Era una audiencia de niños pequeños y, por eso, en mi reflexión sobre la Navidad, me limité a propósito a contar los aspectos más felices de la más bella historia de siempre. Les hablé de cómo María y José tuvieron que ir a Belén, de cómo se refugiaron en un establo y, por fin, de cómo Jesús vino al mundo, acompañado sólo por su madre y su esposo, sin olvidarme, como manda la tradición, del mulo y la vaca.
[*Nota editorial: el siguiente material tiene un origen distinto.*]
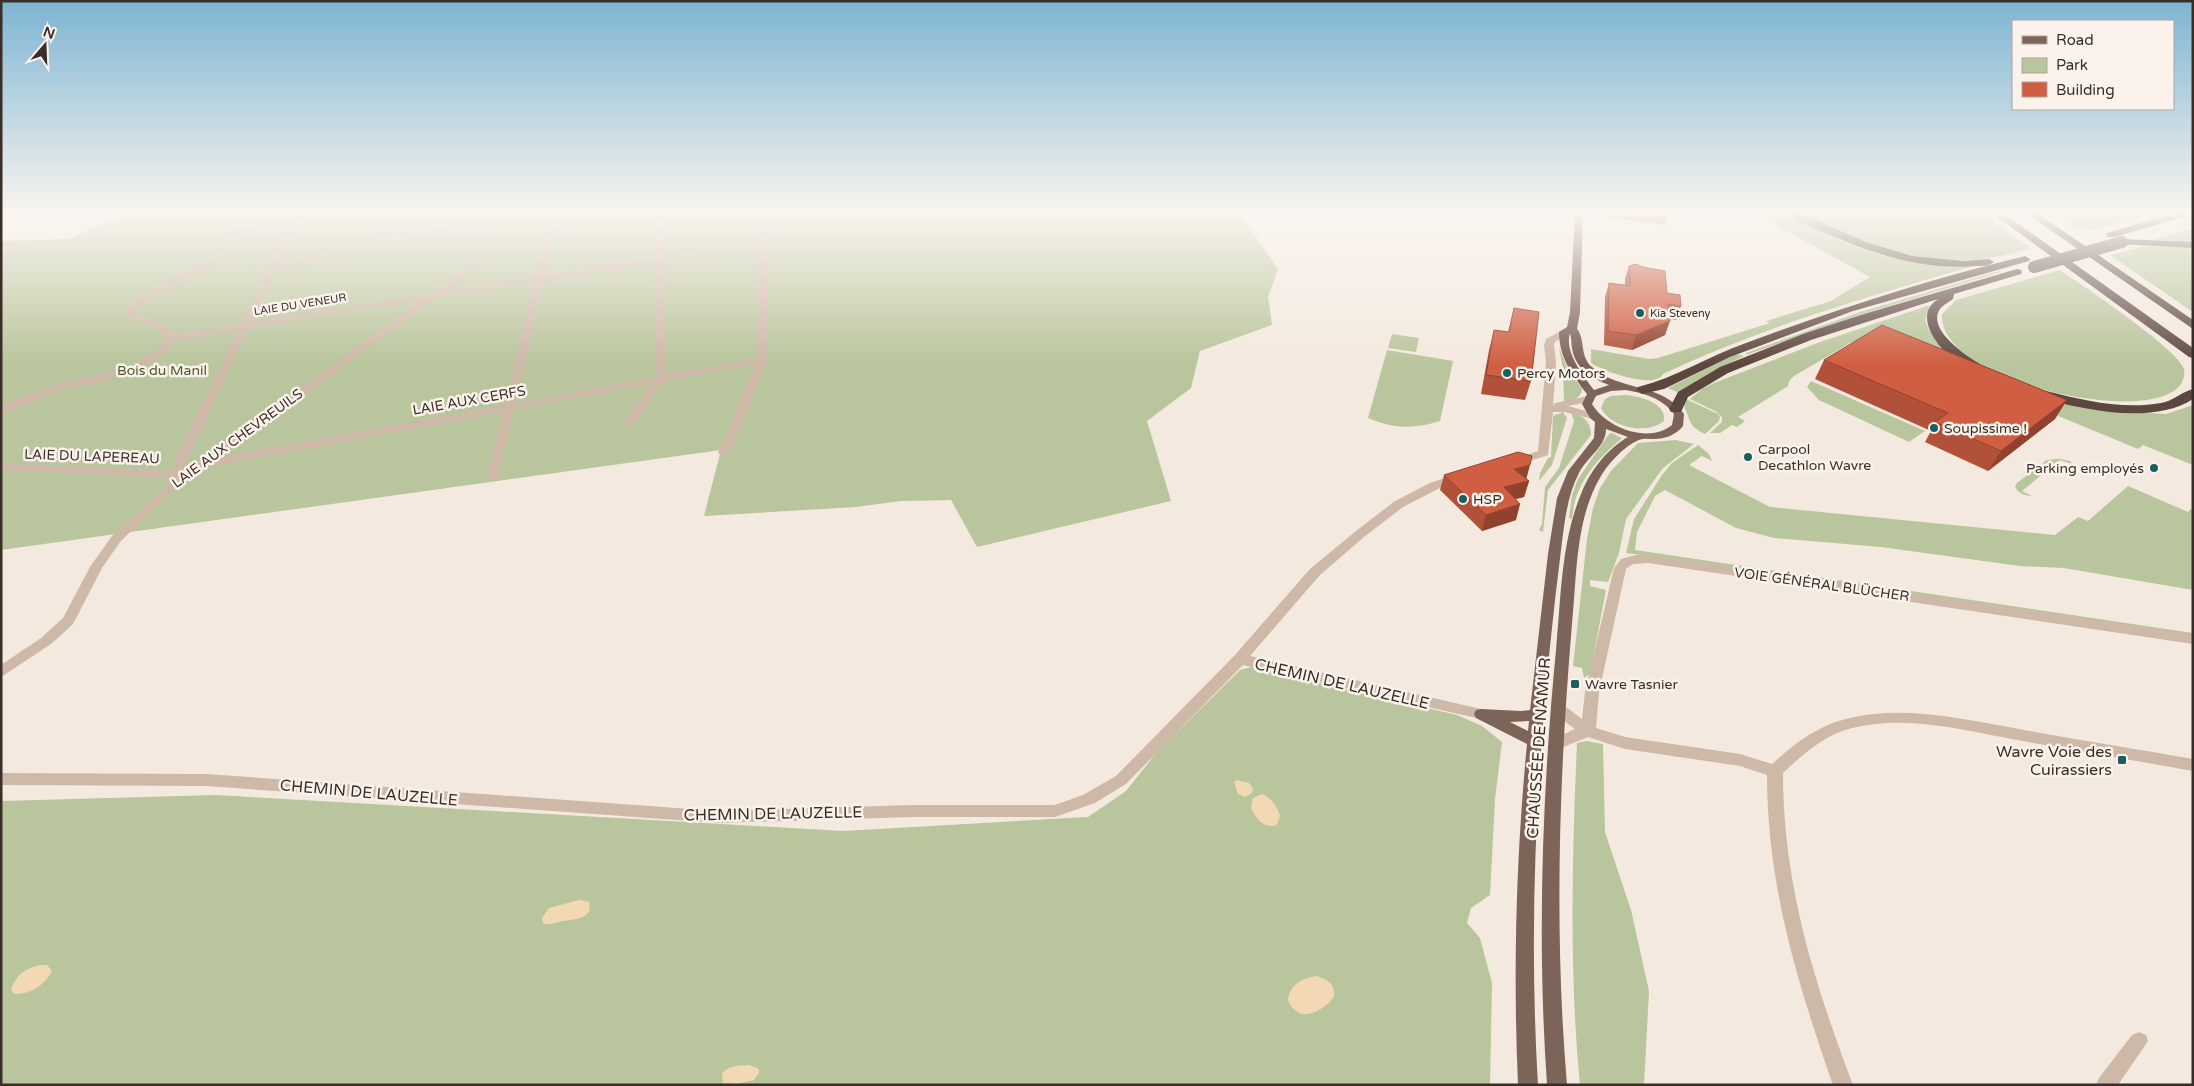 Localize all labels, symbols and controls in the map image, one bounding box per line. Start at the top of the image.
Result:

Tal vez también tenía que haberme referido a la adoración de los pastores y de los magos, aquellos exóticos personajes que, con sus dones –oro, incienso y mirra- dieron inicio y fundamento bíblico a la tan apreciada tradición de los regalos de Navidad.

Estaba a punto de dar por terminada mi intervención cuando una pequeñuela, que no levantaba más de cincuenta centímetros del suelo, me tiró de la manga y, en tono de reproche y de indignación, me preguntó:

-¿¡Y entonces Herodes!?

Por lo visto, aquella visión romántica no le había agradado y, por eso, reclamaba la versión íntegra, que yo tan púdicamente había censurado. Esperaba, por lo vito, que yo contase también el terrible episodio de la mataza de los inocentes que, por cierto, no ignoraba. Ya no sé bien lo que dije, pero aún hoy recuerdo aquella intervención, porque fue una lección que nunca olvidaré.
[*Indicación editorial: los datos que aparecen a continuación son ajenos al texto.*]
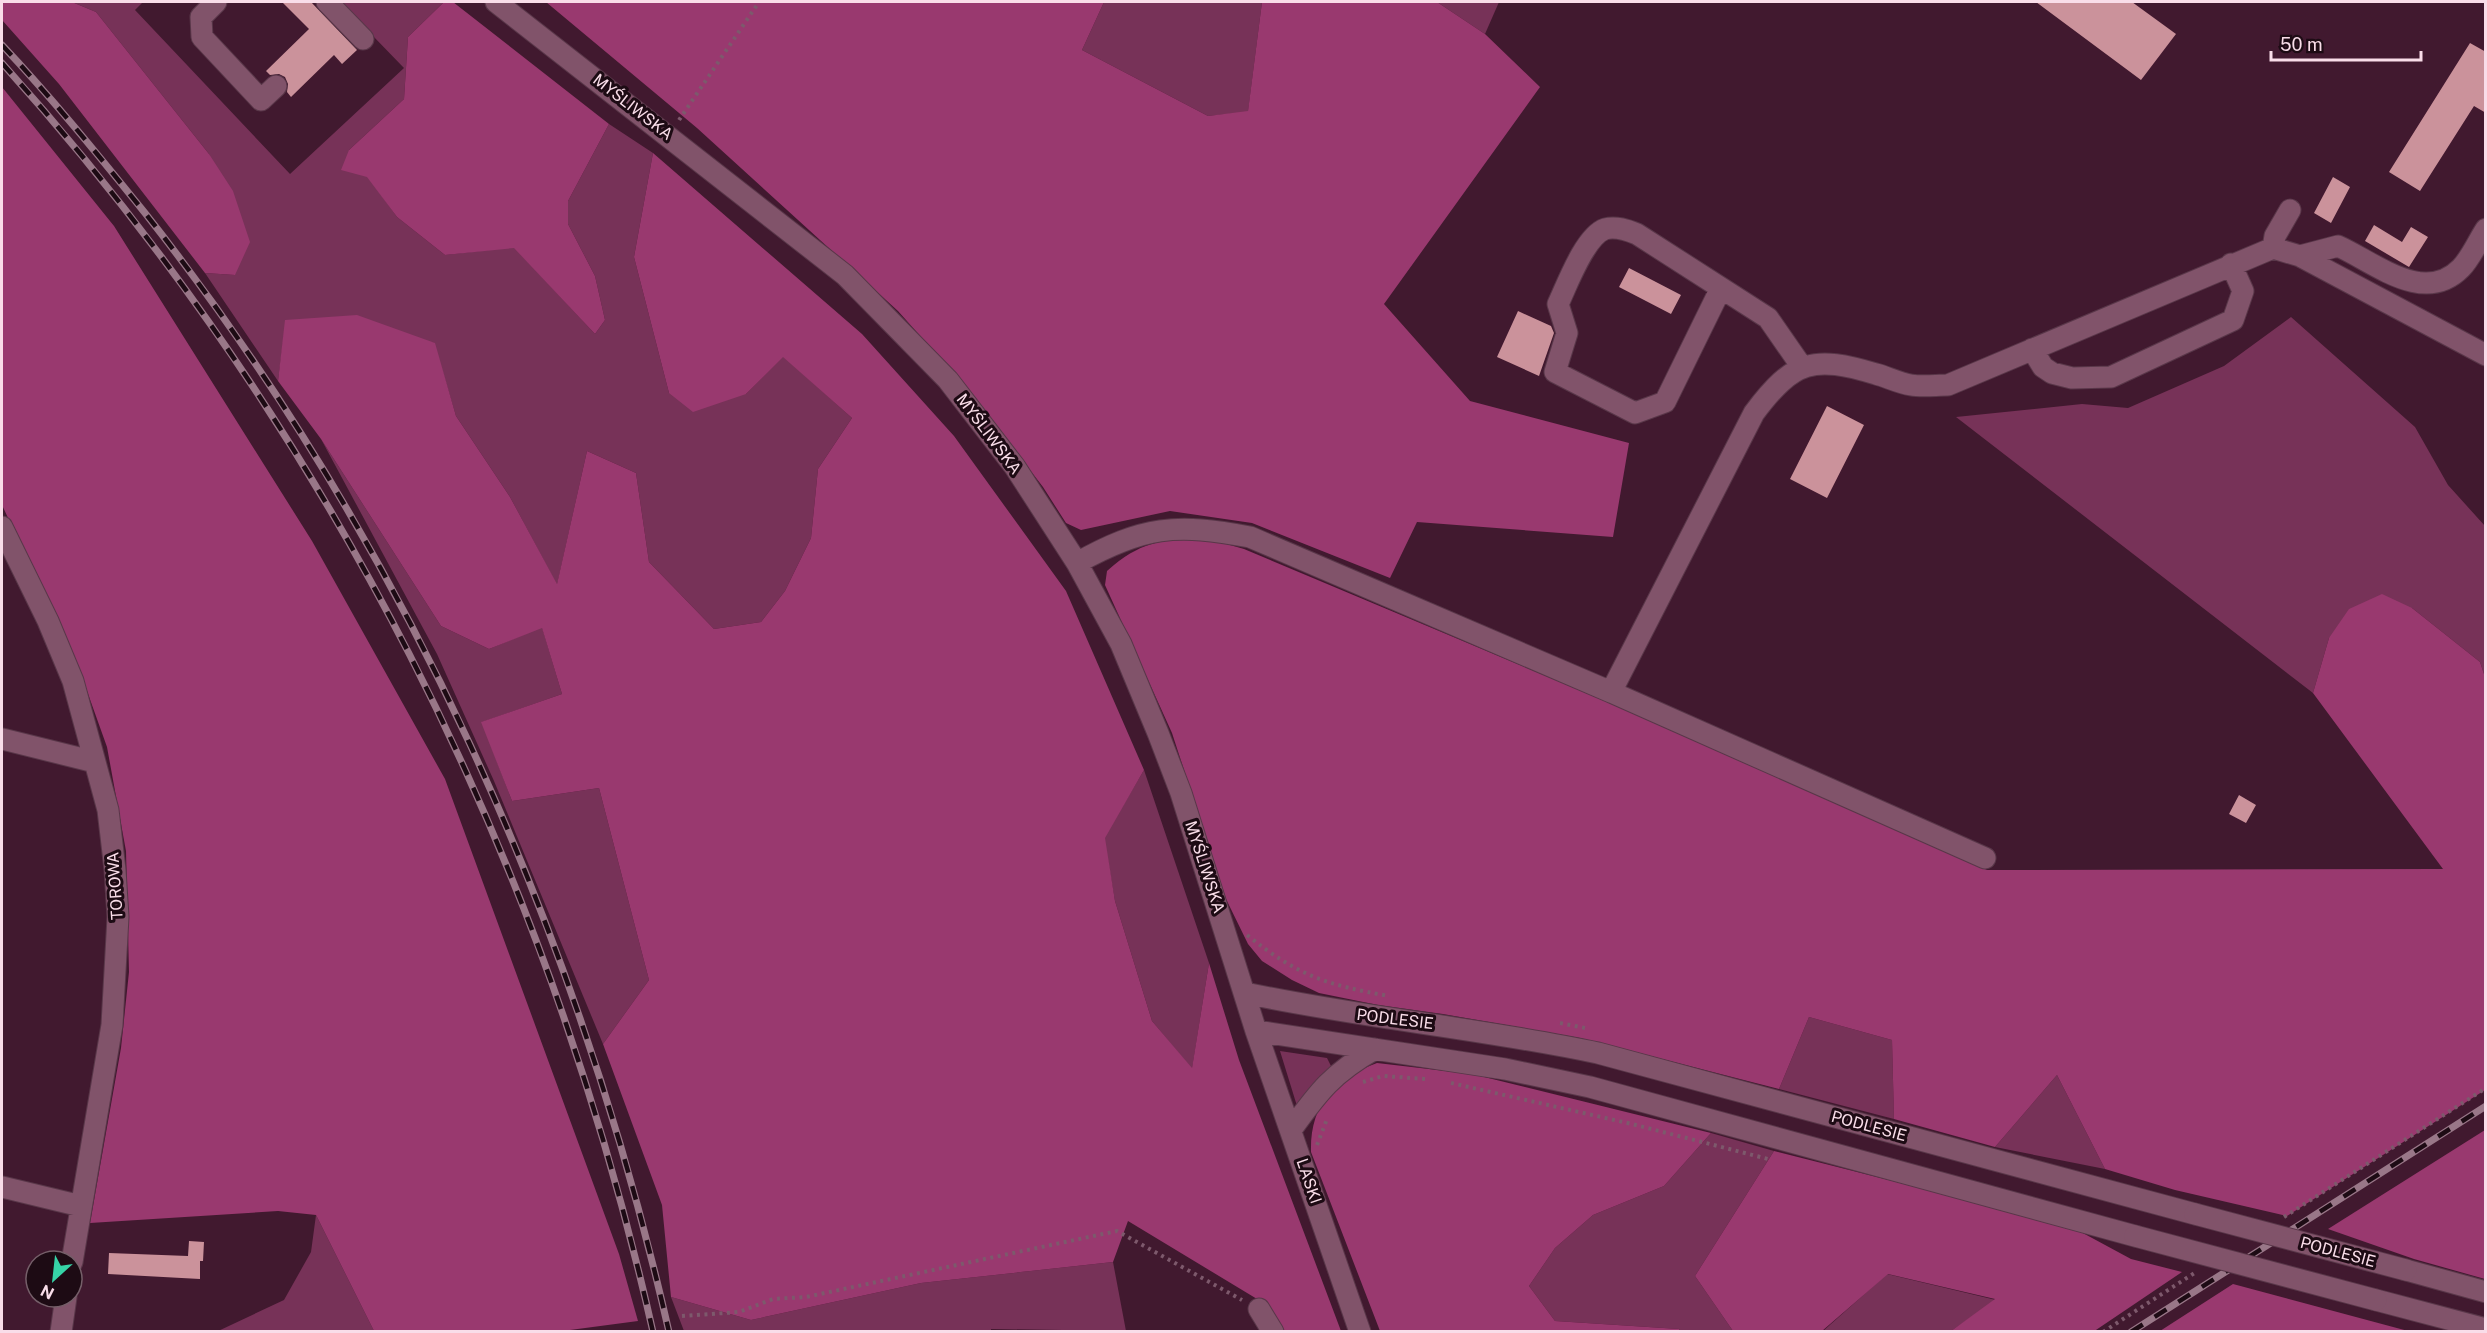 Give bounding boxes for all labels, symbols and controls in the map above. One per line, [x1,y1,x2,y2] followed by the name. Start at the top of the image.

La Navidad es una fiesta en que todos, de una forma u otra, participamos como protagonistas. Es un acontecimiento del que nadie es mero espectador. Más allá de los burros, que miran la escena y de ella nada aprenden, pero que rebuznan mucho si los quitamos de ella, hay pastores que adoran a Dios niño y gentes sabias y pudientes que, como los magos, honran a Jesús con su caridad generosa. Pero también hay posaderos malhumorados, moradores insensibles a las necesidades de aquella joven madre, respuestas desabridas a un marido suplicante y tiranos que matan niños inocentes, a veces aún por nacer.

Siempre hubo abortos, pero tal vez nunca en la dimensión en que hoy se practican, un poco por todo el mundo. Tal vez no sean muchos los entusiastas de estas prácticas que, a la luz de la ciencia y de la tecnología moderna, ya no pueden ser entendidas  como meros procesos de interrupción del embarazo: hoy, por supuesto, nadie duda de que se trata, desgraciadamente, de “niños asesinados antes de nacer” (Papa Francisco, 25-11-2014).Pero son muchos los que, como yo en aquella versión “light” de Navidad, no quieren ver la dimensión catastrófica de este drama, ni sentir el peso inmenso de este “continuo holocausto de vidas humanas inocentes” (São João Paulo II, 29-12-1997).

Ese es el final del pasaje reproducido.